A spokesperson for the Israeli Defense Forces also said that a separate strike by Israeli fighter jets had seriously damaged “a Hezbollah surface-to-air missile launcher that posed a threat to aircraft operating over Lebanon.”

Around midday on June 21, Israel time, Israel struck southern Lebanon again. This time it was in the town of Al Wazzani in southern Lebanon, again with aerial attacks. As of this writing, no information is available regarding casualties and property damage. 

If past trends continue, Hezbollah will counter that attack with another of their own, possibly by day end, but at the latest by tomorrow morning.

After this week’s events, Israel said it had “operational plans for an offensive in Lebanon [which] were approved and validated.”

These plans will reportedly take into account concerns being raised publicly by the United States that it believes Hezbollah’s armed forces and weaponry are strong enough and sophisticated enough to penetrate Israeli’s U.S.-supplied Iron Dome missile defense systems. That statement came earlier this week, shortly after earlier this week Hezbollah publicly released extensive detailed drone surveillance photos of military and commercial sites throughout Israel, which was sent as an implied threat.

Many observers have warned recently that Israel’s Iron Dome anti-missile defense system is, after over twenty years since it was first developed, may no longer protect it adequately from threats such as Hezbollah may be capable of launching.

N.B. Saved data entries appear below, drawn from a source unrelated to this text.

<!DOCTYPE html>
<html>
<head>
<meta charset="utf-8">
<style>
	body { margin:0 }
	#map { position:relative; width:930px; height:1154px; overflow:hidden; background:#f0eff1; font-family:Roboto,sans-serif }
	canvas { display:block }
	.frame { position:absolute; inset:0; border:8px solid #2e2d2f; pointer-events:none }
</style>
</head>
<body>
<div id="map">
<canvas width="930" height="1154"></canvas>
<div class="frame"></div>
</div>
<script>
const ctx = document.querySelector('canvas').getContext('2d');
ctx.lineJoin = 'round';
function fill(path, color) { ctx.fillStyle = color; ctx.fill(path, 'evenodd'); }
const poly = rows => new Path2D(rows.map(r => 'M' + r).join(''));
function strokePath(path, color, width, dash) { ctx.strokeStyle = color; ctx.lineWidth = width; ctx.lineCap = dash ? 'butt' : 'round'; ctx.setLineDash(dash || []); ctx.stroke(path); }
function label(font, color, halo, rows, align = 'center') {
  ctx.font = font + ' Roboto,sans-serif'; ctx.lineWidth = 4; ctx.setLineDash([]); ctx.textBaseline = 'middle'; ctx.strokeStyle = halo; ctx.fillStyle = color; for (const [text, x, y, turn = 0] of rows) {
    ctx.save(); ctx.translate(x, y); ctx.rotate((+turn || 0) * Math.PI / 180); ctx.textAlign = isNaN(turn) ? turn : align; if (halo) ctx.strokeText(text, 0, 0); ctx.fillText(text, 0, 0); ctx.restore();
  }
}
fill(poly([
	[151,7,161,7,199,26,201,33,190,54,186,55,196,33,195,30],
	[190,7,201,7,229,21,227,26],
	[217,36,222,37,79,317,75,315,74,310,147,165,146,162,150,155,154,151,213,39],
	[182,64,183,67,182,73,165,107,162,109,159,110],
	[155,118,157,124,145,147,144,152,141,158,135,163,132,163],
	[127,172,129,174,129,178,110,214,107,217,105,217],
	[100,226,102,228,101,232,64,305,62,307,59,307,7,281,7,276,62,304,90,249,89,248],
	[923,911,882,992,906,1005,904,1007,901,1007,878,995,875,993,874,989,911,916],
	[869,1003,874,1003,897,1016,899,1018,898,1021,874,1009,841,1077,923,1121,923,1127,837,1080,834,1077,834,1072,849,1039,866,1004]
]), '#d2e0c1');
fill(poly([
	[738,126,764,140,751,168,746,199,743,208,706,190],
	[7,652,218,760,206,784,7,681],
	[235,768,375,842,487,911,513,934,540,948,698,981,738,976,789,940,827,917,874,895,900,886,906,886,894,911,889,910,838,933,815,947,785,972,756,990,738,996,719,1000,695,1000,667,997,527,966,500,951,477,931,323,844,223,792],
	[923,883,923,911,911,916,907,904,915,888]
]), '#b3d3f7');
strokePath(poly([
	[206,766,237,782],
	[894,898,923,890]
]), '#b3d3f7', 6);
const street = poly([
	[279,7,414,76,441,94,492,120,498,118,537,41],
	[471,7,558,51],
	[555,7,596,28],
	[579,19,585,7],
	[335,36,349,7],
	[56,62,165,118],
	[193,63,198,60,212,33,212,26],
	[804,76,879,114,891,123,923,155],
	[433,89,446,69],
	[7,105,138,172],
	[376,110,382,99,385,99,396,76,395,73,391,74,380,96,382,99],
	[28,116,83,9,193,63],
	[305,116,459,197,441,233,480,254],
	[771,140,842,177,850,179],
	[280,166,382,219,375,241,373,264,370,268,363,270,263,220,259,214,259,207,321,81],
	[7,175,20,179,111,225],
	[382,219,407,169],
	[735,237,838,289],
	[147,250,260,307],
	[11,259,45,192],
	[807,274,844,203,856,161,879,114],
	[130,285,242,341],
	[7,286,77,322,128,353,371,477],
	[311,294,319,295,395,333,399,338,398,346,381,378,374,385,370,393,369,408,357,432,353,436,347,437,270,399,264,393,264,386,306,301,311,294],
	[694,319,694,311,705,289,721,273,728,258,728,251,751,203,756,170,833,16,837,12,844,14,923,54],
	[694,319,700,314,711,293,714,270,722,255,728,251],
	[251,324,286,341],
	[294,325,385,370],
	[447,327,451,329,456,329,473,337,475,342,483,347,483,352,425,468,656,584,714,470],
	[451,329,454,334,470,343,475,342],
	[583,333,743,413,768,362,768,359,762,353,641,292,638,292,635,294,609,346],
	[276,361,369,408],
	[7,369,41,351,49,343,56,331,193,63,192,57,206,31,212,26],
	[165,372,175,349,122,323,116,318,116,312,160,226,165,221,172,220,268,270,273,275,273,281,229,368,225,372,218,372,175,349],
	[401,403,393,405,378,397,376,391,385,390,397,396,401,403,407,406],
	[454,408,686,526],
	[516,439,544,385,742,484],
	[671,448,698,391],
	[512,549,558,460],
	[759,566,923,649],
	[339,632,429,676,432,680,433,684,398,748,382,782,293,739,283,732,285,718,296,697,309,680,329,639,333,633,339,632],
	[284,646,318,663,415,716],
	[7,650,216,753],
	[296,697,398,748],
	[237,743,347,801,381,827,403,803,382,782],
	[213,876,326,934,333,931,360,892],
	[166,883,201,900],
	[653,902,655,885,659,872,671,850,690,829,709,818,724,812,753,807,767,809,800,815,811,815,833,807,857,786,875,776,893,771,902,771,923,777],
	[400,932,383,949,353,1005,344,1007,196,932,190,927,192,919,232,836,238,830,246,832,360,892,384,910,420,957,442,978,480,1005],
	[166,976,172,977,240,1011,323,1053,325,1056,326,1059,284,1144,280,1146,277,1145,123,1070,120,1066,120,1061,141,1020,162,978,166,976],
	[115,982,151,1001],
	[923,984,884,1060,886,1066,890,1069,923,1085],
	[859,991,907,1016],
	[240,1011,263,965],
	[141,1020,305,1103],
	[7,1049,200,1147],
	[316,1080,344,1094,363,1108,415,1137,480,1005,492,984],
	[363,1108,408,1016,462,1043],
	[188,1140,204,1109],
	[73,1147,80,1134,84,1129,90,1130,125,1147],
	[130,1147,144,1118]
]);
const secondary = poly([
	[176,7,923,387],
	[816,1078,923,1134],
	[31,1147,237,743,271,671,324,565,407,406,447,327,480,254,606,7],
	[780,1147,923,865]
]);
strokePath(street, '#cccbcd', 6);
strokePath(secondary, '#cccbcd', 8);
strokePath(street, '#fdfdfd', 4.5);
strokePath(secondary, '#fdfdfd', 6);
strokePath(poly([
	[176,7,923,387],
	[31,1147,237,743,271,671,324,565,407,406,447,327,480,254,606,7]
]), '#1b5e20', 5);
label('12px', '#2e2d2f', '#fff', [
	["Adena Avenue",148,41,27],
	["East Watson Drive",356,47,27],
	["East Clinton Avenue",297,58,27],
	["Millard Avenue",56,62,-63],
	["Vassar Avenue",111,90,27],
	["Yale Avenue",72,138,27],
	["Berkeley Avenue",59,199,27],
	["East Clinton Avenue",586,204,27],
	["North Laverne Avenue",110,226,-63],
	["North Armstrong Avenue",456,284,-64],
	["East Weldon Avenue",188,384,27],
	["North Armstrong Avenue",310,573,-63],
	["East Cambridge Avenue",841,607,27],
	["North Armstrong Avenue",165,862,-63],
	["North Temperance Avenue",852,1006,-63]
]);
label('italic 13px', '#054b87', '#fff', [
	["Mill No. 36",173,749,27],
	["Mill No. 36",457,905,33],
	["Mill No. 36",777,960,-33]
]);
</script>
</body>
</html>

Also, though Israel continues to tout the Iron Dome as the reason that it survived a wave of drone and missile attacks launched against it in mid-April by Iran in response to Israel’s destruction of its Syrian embassy, others are not so sure that is an accurate assessment of what happened. There are reports that some of those rockets and drones made it to a major planned target on the Israeli airbase from which its fighter jets took off for the embassy attack which killed multiple senior Iranian officials, and that Israel successfully muzzled news agencies from reporting on what happened.

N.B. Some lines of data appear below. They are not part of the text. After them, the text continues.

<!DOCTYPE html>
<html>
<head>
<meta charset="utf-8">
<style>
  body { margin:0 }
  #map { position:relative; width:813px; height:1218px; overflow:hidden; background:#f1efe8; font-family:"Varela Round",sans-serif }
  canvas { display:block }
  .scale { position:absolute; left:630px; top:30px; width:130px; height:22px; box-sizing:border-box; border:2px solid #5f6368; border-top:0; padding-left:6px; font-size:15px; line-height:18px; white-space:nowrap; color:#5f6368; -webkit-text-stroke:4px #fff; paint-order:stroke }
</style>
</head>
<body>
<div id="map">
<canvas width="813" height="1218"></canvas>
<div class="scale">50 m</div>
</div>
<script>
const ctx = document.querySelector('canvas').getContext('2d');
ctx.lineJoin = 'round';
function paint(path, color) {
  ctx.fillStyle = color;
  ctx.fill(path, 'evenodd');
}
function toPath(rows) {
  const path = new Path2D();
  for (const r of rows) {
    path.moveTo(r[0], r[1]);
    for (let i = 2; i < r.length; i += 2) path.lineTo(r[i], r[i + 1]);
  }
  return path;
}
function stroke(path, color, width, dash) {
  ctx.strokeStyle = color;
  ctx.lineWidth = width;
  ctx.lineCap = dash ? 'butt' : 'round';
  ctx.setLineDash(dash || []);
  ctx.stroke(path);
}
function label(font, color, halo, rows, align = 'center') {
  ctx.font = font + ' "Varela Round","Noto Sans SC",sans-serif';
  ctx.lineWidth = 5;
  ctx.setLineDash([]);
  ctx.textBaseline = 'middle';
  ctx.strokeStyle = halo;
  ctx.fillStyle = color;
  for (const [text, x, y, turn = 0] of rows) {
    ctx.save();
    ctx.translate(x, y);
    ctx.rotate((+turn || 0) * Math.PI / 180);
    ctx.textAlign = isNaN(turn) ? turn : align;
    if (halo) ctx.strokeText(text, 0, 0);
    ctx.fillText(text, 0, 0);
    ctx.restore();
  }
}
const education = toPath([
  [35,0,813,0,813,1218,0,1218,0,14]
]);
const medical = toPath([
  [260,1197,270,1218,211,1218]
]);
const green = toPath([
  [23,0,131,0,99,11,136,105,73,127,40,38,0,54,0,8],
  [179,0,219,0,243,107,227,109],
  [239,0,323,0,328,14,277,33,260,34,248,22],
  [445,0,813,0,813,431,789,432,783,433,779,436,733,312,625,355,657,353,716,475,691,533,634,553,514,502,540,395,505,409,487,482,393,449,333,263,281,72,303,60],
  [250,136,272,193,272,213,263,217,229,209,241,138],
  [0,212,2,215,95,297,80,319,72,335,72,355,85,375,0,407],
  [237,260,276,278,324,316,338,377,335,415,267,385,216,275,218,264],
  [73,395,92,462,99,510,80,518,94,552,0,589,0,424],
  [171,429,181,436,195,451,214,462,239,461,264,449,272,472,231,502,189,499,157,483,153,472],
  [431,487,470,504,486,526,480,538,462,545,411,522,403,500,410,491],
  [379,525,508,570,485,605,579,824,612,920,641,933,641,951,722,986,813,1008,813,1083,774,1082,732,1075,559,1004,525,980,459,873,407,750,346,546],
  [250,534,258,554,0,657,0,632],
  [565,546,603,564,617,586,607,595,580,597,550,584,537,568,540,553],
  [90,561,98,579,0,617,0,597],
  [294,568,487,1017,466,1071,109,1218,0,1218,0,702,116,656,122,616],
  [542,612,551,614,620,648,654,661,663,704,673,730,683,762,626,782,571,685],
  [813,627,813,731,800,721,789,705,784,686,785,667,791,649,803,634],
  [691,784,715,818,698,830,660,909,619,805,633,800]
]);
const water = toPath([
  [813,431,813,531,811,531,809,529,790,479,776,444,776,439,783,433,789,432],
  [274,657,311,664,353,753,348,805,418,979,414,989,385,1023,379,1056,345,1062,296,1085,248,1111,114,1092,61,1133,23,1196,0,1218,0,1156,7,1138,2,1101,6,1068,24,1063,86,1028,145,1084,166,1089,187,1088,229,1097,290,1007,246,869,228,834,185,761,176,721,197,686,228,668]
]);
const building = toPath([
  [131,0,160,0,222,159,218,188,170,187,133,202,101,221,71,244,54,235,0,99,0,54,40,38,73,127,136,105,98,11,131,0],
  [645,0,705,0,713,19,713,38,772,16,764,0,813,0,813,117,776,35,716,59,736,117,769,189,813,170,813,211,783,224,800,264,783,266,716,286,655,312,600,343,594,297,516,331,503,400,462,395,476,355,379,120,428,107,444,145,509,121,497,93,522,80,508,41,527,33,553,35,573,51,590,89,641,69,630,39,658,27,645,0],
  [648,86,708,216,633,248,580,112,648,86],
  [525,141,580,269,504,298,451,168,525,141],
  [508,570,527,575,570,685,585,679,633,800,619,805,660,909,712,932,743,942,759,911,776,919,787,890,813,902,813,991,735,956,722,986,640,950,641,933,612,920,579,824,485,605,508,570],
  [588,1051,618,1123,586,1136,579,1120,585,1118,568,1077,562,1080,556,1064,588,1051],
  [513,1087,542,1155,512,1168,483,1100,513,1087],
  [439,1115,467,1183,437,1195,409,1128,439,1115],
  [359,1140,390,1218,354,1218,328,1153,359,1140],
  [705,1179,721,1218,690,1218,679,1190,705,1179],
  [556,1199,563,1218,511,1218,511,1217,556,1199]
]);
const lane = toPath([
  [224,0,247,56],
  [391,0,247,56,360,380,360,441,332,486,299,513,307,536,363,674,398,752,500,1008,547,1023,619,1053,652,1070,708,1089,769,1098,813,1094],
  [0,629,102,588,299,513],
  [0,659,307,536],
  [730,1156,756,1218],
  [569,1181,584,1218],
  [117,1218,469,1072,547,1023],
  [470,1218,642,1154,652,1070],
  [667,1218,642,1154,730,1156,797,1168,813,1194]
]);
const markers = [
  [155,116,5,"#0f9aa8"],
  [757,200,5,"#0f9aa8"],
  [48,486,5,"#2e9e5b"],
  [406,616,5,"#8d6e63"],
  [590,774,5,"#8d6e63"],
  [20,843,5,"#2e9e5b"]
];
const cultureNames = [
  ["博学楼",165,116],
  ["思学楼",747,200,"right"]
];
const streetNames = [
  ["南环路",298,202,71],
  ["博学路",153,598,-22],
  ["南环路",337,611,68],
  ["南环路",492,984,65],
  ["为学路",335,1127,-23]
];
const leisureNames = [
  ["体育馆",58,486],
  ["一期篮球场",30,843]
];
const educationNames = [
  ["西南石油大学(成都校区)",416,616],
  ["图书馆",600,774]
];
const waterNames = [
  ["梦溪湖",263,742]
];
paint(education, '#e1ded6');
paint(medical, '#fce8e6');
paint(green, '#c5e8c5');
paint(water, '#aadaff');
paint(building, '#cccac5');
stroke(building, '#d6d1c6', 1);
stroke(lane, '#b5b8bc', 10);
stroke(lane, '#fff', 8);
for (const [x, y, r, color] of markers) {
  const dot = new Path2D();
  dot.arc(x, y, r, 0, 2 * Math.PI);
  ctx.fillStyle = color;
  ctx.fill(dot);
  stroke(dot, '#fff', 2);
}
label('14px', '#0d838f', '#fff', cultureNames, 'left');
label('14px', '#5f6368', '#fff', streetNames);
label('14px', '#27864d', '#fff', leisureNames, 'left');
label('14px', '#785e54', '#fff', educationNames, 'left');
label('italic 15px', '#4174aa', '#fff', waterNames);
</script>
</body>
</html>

There is also speculation that the reason Iran launched literally hundreds of inexpensive drones on Israel in the April attack was to map and track how the Iron Dome would respond to a large attack of that kind. That would also explain why Iran seemingly went out of its way to provide advance warning about the attacks, to allow Israel to prepare for them to minimize harm, it seems, but perhaps also to ensure Iran could learn as much as possible about how Israel would respond to such an attack.

Iran is a known major supplier of weaponry and military operations advice to Hezbollah’s forces. They could be already arming Hezbollah in preparation for a far larger attack, both with munitions as well as military planning advice.

With all that has happened this week, Israel and Hezbollah could be just a single air raid away from lighting a fuse for a far more serious war ahead. The questions then will be about how big it will become and how fast, as well as where besides the U.S. Israel might have to seek help to fight what amounts to a substantial two-front war for Israeli Prime Minister Benjamin Netanyahu.